**THE TASK:** Look through the material below and copy every line containing the word "names".
--- DATA SECTION Enclosed Below ---
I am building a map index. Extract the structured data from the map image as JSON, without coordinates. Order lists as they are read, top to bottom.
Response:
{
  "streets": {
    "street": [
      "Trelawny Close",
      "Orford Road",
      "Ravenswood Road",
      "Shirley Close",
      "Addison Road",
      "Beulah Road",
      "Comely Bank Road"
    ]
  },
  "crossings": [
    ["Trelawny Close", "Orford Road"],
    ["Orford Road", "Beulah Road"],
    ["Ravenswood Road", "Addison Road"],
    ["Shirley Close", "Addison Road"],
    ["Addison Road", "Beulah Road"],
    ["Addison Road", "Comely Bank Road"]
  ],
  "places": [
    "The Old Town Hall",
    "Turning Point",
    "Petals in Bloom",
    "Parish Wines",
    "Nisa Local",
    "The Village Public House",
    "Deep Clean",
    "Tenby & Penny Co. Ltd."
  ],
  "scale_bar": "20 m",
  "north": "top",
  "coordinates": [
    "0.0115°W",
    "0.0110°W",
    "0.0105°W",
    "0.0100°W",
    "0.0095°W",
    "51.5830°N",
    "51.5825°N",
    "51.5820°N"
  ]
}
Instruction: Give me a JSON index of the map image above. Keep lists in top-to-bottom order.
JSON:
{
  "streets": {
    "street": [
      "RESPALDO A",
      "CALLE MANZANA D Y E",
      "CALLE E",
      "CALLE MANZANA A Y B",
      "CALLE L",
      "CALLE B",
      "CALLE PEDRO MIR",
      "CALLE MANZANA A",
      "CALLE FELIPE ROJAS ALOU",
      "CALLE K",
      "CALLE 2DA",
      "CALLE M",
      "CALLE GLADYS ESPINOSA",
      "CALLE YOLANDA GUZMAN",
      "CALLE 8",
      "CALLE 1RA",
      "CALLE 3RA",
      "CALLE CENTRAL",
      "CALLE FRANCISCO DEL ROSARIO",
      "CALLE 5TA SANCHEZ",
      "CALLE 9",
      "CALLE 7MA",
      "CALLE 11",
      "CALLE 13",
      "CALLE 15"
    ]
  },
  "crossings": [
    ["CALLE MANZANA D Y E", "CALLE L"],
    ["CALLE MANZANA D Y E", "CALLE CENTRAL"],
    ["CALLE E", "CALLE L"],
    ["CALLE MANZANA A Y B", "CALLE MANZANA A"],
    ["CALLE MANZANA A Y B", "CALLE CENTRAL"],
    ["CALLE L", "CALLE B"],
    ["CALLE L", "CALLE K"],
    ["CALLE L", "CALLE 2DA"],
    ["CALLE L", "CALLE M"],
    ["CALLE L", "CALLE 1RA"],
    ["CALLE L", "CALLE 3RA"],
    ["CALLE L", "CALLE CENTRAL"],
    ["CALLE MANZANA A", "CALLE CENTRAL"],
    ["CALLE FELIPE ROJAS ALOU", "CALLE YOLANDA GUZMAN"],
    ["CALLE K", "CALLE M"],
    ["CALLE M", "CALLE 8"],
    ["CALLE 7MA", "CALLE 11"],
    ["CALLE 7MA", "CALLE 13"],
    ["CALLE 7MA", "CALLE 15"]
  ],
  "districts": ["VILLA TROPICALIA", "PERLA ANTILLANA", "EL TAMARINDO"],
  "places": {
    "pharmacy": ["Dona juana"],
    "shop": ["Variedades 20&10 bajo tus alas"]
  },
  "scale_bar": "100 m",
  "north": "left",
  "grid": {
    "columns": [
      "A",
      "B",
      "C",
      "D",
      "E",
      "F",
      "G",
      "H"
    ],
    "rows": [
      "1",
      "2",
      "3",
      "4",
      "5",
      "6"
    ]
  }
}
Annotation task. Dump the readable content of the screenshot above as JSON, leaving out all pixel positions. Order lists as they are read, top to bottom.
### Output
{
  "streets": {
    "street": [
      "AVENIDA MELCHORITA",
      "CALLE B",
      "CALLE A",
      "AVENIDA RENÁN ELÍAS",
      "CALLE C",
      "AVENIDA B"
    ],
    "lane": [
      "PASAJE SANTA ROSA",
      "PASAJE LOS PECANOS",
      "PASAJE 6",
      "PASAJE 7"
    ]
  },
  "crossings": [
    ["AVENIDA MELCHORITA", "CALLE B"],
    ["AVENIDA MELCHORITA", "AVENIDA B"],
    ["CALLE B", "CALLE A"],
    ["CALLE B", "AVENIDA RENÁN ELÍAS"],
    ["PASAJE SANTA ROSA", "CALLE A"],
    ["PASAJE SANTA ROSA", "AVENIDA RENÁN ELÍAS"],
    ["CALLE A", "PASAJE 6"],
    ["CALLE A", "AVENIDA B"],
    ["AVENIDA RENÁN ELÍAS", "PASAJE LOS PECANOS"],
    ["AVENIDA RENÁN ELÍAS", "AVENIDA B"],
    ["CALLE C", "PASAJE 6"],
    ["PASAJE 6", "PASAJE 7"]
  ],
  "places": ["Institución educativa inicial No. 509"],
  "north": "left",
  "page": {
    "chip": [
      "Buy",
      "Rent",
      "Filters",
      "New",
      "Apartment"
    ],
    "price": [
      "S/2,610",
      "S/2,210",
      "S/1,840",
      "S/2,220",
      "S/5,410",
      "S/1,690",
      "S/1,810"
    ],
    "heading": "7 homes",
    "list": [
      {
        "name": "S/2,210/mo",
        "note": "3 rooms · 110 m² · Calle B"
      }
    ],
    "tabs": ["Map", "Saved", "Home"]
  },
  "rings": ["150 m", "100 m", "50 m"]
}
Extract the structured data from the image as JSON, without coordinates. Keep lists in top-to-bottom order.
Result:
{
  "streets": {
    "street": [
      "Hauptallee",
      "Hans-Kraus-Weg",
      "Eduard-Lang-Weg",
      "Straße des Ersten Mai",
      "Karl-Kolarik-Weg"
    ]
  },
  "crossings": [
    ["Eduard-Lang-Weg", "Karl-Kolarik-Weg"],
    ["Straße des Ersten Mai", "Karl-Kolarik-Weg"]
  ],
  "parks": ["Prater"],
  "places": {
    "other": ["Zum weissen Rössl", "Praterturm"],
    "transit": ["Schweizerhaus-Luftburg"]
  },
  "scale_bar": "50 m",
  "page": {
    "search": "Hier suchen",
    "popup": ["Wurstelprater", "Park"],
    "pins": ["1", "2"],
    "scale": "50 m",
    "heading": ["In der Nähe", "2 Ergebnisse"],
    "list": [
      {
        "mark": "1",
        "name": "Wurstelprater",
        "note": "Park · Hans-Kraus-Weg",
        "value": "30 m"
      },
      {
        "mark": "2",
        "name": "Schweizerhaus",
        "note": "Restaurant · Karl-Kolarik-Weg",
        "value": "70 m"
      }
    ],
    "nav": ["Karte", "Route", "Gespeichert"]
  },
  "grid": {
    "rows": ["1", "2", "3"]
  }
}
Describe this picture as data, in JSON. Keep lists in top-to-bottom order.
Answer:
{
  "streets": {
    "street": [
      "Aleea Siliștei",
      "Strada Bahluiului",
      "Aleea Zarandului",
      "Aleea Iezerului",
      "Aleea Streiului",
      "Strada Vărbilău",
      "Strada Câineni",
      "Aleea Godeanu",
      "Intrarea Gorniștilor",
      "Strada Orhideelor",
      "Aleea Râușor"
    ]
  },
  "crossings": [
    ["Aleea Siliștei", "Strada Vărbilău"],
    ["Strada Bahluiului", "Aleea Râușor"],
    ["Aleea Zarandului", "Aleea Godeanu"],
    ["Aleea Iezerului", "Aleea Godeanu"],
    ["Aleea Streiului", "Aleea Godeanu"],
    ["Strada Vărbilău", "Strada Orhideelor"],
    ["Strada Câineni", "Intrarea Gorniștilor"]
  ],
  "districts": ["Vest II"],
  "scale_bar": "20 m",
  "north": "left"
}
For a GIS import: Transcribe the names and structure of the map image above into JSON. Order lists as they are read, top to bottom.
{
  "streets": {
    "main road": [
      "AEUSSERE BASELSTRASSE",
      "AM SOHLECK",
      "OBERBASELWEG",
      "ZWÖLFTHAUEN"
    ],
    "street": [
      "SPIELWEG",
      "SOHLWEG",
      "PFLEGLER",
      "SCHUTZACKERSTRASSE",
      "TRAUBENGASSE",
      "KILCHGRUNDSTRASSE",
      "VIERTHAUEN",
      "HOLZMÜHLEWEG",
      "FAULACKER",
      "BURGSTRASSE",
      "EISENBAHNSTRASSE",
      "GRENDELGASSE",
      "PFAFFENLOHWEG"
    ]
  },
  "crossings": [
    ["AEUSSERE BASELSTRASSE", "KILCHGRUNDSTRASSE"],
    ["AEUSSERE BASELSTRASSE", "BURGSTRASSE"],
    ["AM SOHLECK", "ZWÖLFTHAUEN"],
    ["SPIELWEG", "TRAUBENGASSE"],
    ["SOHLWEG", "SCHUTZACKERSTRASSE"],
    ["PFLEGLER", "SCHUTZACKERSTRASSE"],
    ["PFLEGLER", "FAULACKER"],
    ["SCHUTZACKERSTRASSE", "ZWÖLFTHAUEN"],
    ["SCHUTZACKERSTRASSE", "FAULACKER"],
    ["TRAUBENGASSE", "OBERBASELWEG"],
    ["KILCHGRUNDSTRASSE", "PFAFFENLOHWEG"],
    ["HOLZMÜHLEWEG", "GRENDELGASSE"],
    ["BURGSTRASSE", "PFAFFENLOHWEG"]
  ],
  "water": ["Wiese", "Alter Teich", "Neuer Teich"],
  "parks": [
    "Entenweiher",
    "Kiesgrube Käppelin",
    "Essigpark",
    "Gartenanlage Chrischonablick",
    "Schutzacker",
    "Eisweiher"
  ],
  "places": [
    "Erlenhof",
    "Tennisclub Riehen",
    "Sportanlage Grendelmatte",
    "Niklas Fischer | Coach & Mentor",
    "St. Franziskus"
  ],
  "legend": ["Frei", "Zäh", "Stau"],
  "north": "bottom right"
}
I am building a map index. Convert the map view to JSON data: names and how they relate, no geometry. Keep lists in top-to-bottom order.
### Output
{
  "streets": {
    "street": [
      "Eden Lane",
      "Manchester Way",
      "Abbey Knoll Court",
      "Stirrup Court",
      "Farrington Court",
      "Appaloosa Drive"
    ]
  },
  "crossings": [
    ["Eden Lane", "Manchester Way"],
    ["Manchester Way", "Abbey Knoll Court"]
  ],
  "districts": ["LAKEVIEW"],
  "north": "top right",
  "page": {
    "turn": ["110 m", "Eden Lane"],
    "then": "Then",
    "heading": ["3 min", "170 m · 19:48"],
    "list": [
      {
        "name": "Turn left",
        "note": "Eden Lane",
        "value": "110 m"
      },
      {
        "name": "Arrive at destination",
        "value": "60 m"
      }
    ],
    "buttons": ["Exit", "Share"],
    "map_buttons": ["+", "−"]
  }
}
--- End of Enclosed DATA SECTION ---
**EXERCISE OUTPUT:**
For a GIS import: Transcribe the names and structure of the map image above into JSON. Order lists as they are read, top to bottom.
I am building a map index. Convert the map view to JSON data: names and how they relate, no geometry. Keep lists in top-to-bottom order.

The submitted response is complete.